━━━━━ Working data ━━━━━

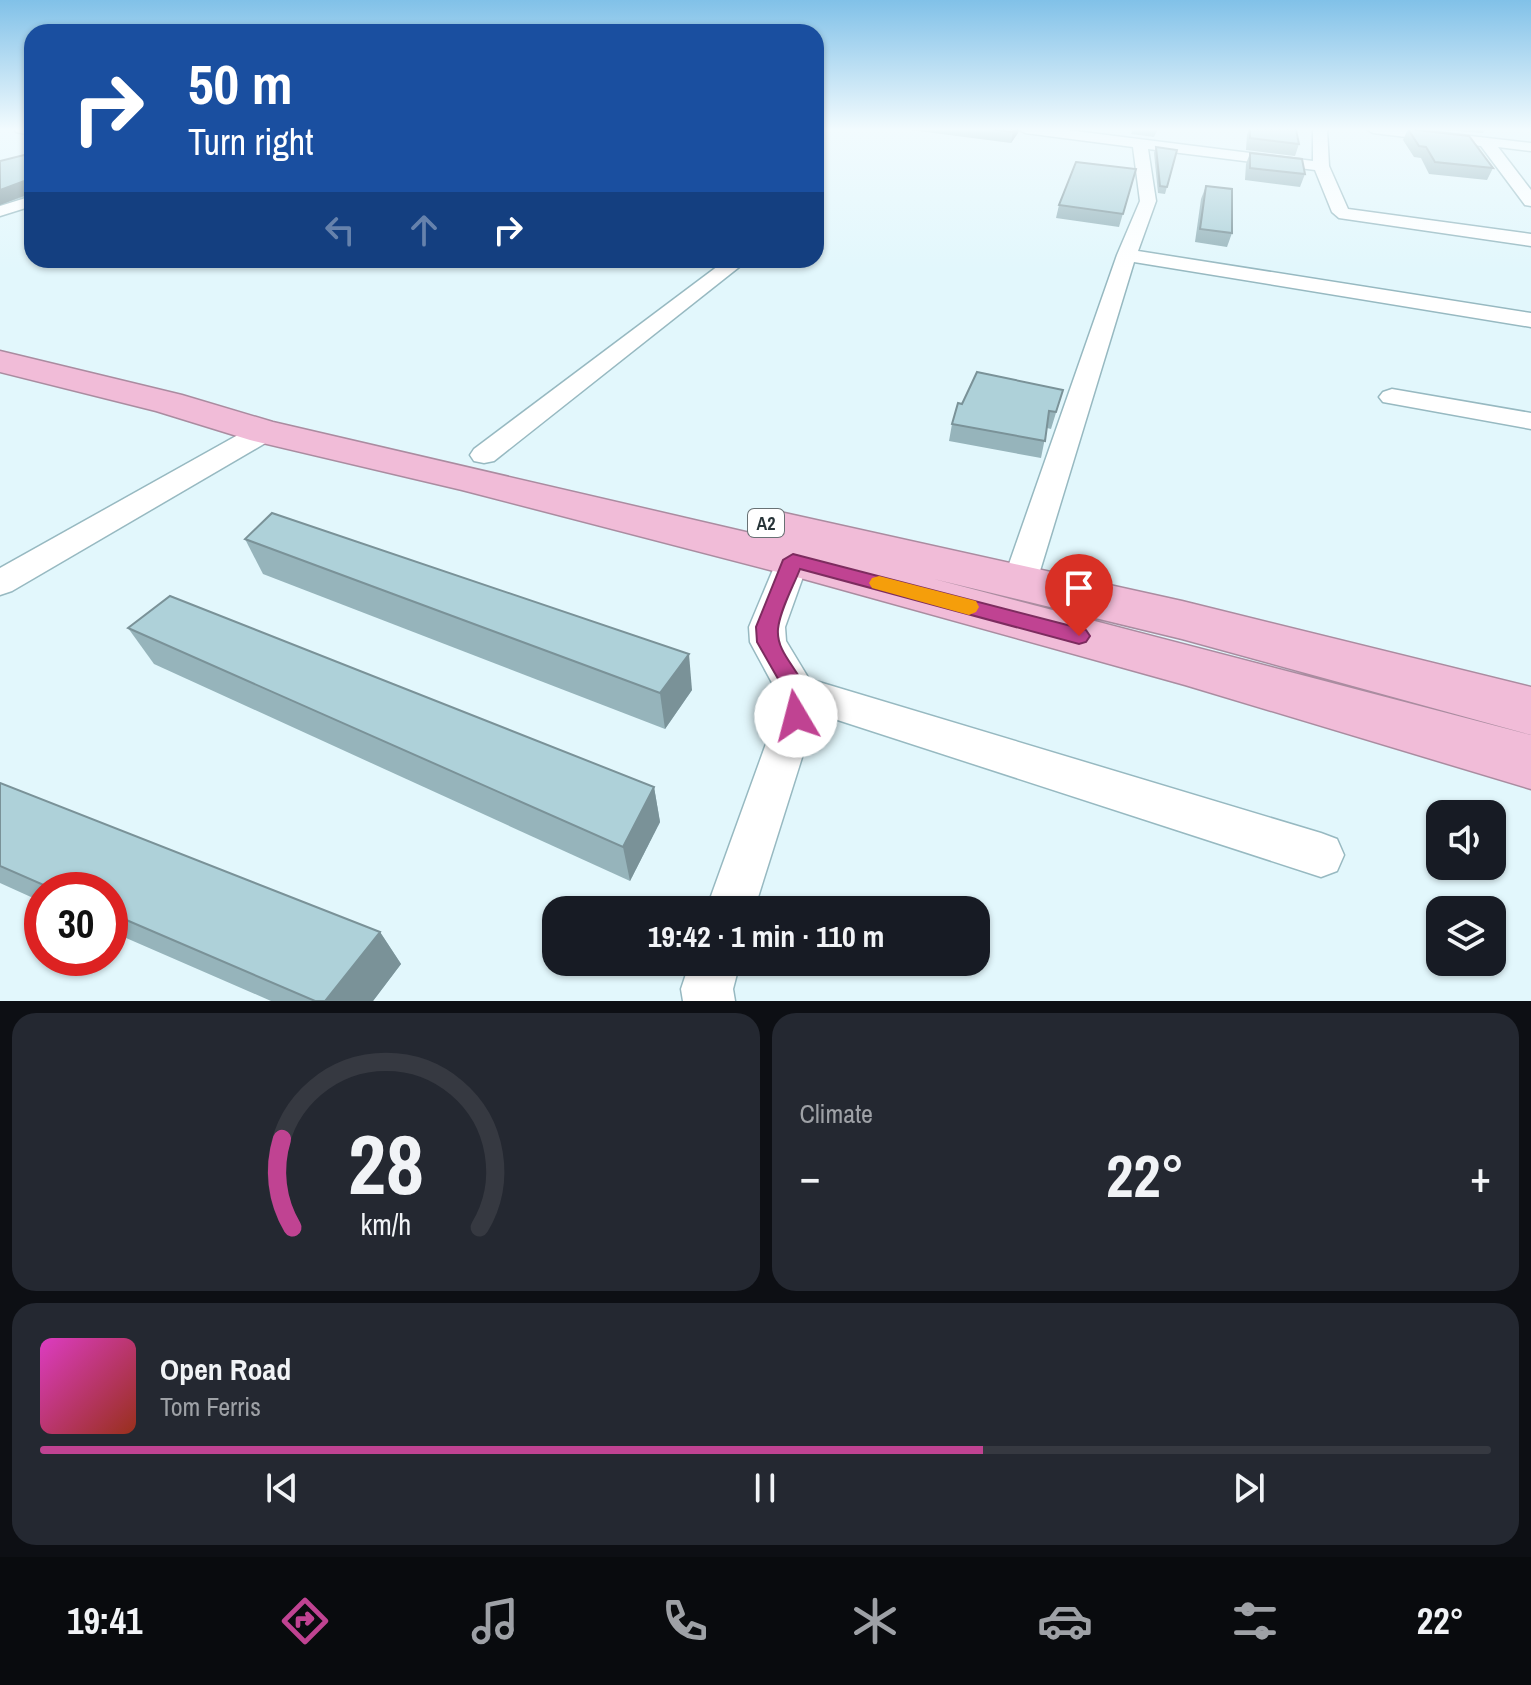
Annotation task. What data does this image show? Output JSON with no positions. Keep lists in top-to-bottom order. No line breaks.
{"streets":{"highway":["A2"]},"page":{"turn":["50 m","Turn right"],"limit":"30","trip":"19:42 · 1 min · 110 m","tile":"Climate","heat":["−","22°","+"],"song":["Open Road","Tom Ferris"],"tabs":["19:41","22°"],"gauge":["28","km/h"]}}
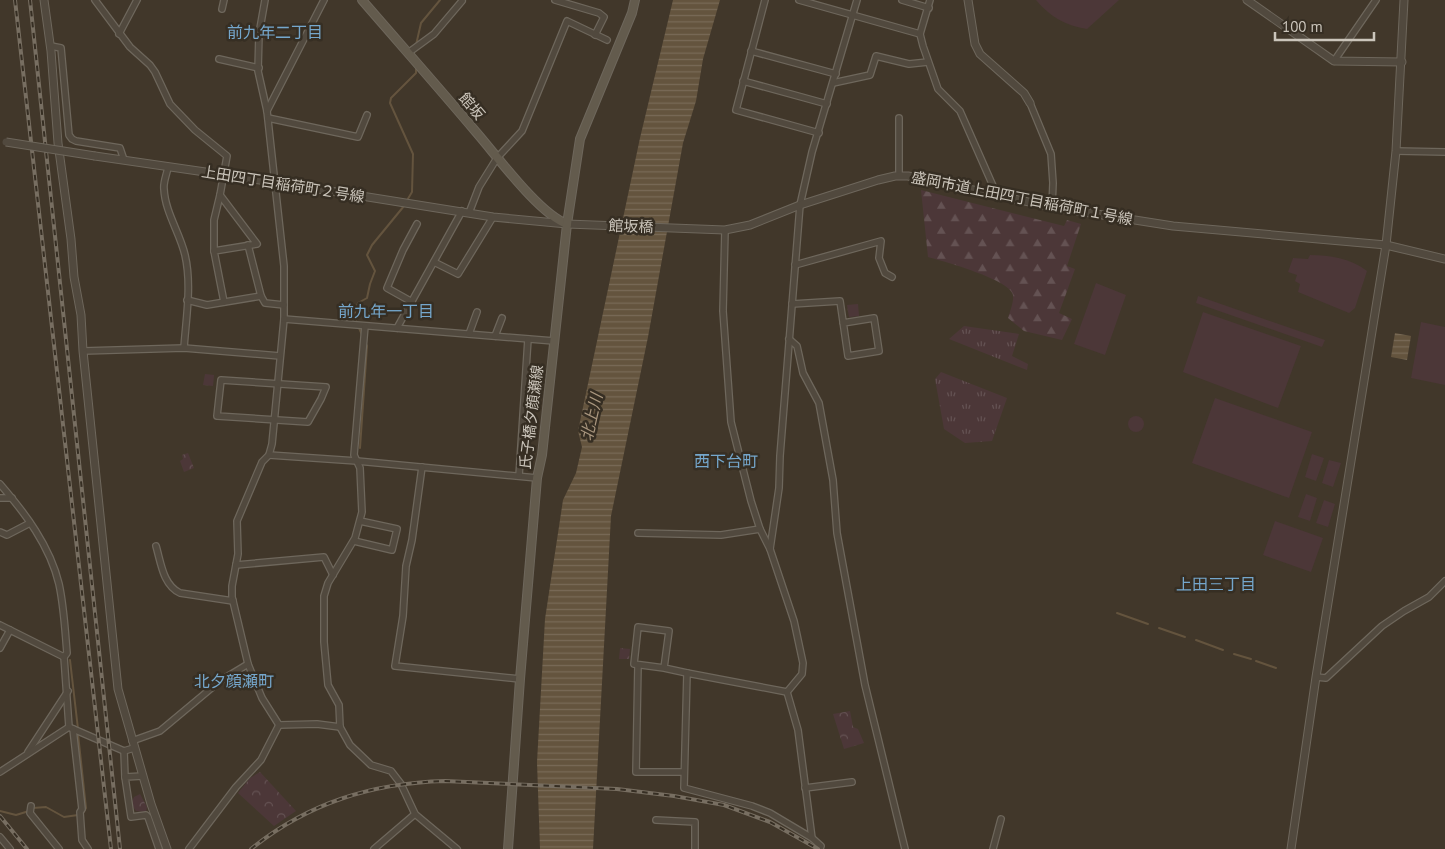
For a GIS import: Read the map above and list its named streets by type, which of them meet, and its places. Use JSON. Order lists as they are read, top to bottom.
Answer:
{
  "streets": {
    "main road": ["館坂", "氏子橋夕顔瀬線"],
    "street": ["上田四丁目稲荷町２号線", "盛岡市道上田四丁目稲荷町１号線", "館坂橋"]
  },
  "crossings": [
    ["館坂", "上田四丁目稲荷町２号線"],
    ["館坂", "館坂橋"],
    ["館坂", "氏子橋夕顔瀬線"],
    ["上田四丁目稲荷町２号線", "館坂橋"],
    ["上田四丁目稲荷町２号線", "氏子橋夕顔瀬線"],
    ["盛岡市道上田四丁目稲荷町１号線", "館坂橋"],
    ["館坂橋", "氏子橋夕顔瀬線"]
  ],
  "districts": [
    "前九年二丁目",
    "前九年一丁目",
    "西下台町",
    "上田三丁目",
    "北夕顔瀬町"
  ],
  "water": ["北上川"],
  "scale_bar": "100 m"
}
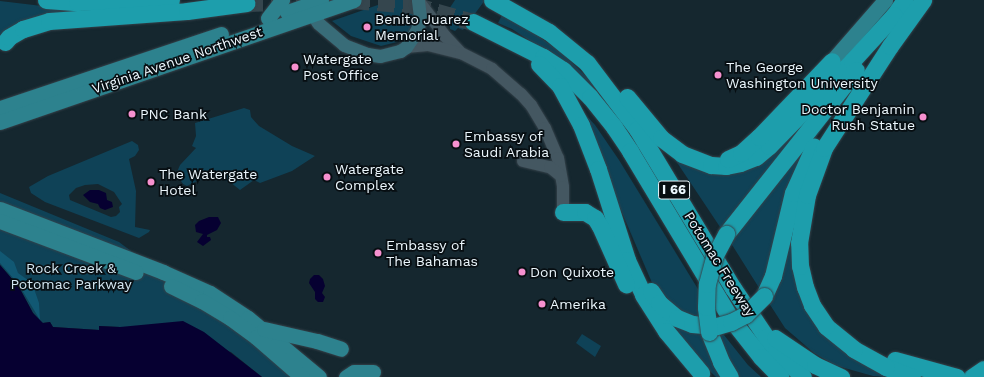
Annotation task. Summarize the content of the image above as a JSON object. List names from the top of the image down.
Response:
{
  "streets": {
    "highway": ["I 66", "Potomac Freeway"],
    "main road": ["Virginia Avenue Northwest"]
  },
  "crossings": [
    ["I 66", "Potomac Freeway"]
  ],
  "parks": ["Rock Creek & Potomac Parkway"],
  "places": [
    "Benito Juarez Memorial",
    "Watergate Post Office",
    "The George Washington University",
    "PNC Bank",
    "Doctor Benjamin Rush Statue",
    "Embassy of Saudi Arabia",
    "Watergate Complex",
    "The Watergate Hotel",
    "Embassy of The Bahamas",
    "Don Quixote",
    "Amerika"
  ]
}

━━━━━

▸ **Exercise**:
Every line of the listing that holds "above" should be found and copied.

▸ **Your response**:
For a GIS import: Read the map above and list its named streets by type, which of them meet, and its places. Use JSON. Order lists as they are read, top to bottom.
Annotation task. Summarize the content of the image above as a JSON object. List names from the top of the image down.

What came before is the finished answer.